I'm falling a bit in love with poetry again. For the umpteenth time. Not sure if it's the amount of time I have, or if it is more that I want to immerse myself in language again - not just story. Could be the mad rush of reading I've just completed for this weekend's LA Times Festival of Books (I've got another post to link to on Graphic Novels, I'll do that tomorrow), but I'm feeling plotted out and structured out and, well, poetry just feels right. Right now. Here's what's healing me at the moment:
If There is Something to Desire
by Vera Pavlova
I discovered this book on a lark as I was perusing the poetry section, casting about for something to recast the overly structured, overly plotted world I've been immersed in. I'll be honest: the cover grabbed me. Being a type junkie has it's downfalls & I do like a nice cover. Yet, a nice cover doesn't always = nice contents, so I'm oh so happy to find that in this case, the cover was just the precursor to more greatness within.

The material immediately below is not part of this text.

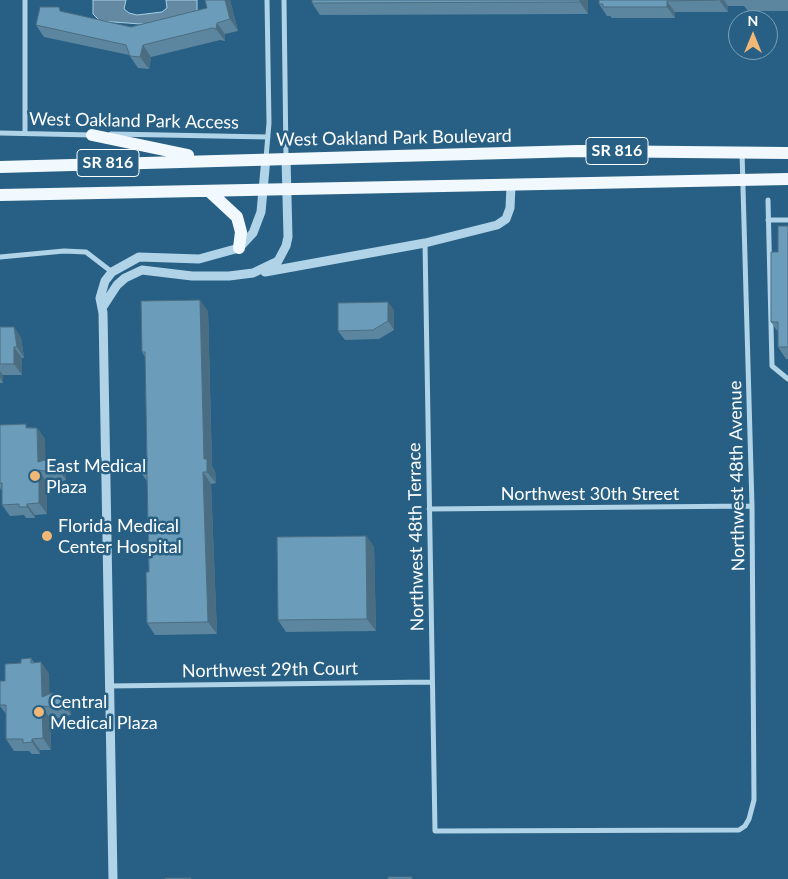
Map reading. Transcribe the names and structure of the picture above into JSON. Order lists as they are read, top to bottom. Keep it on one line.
{"streets":{"main road":["West Oakland Park Boulevard","SR 816"],"street":["West Oakland Park Access","Northwest 48th Avenue","Northwest 30th Street","Northwest 48th Terrace","Northwest 29th Court"]},"crossings":[["West Oakland Park Boulevard","Northwest 48th Avenue"],["SR 816","Northwest 48th Avenue"],["Northwest 48th Avenue","Northwest 30th Street"],["Northwest 48th Avenue","Northwest 48th Terrace"],["Northwest 30th Street","Northwest 48th Terrace"],["Northwest 48th Terrace","Northwest 29th Court"]],"places":["East Medical Plaza","Florida Medical Center Hospital","Central Medical Plaza"],"north":"top"}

While this is Pavlova's fifteenth book of poetry, it is her first in English and I find that utterly fascinating. The language is so spare, so perfectly economical while also evocative that I'm in awe & a bit delighted & a bit in love with language again. She conveys much with just a few simple words. Not overly vainglorious (ha!) words that shout "hey look at me using these massive words in a poem that only has three sentences" - I hate that.
More than anything else, I find the poems in this collection to have just the balance of warmth, wit and wisdom I'm seeking right now. Not overly cynical, but a clear-eyed look at the world as it is, a desire to appreciate what we can, a nudge to enjoy life for what it is, a demand to make more out of it than we currently are. I might be heaping too much upon Pavlova, but that's what I'm getting out of this slim volume at the moment. I realize I may be projecting.
The Book of Questions
by Pablo Neruda
Not mind-blowingly original, I know. Yet I find myself coming back to Neruda again and again. While I've read many of Neruda's poems throughout the years (and read more criticism and biographical works about his work), I've never taken up the infamous Book of Questions. My current need for spare language and big ideas seemed perfectly suited to the themes of this volume, to the big questions asked and not answered. Such as:
Is the sun the same as yesterday's
or is this fire different from that fire?-and-
Will our life not be a tunnel
-and-
between two vague clarities?And why did cheese decide
to perform heroic deeds in France?
What I've found so far is that this volume is less about poetry for me and far more about taking time - and creating the space - to think. Really think. Neruda's questions have slowed my pace and has somehow gotten me back to a more contemplative (if sometimes cheeky) mode...the very mode needed for writing longer fiction. So, yeah, I'm digging Neruda at the moment. Again.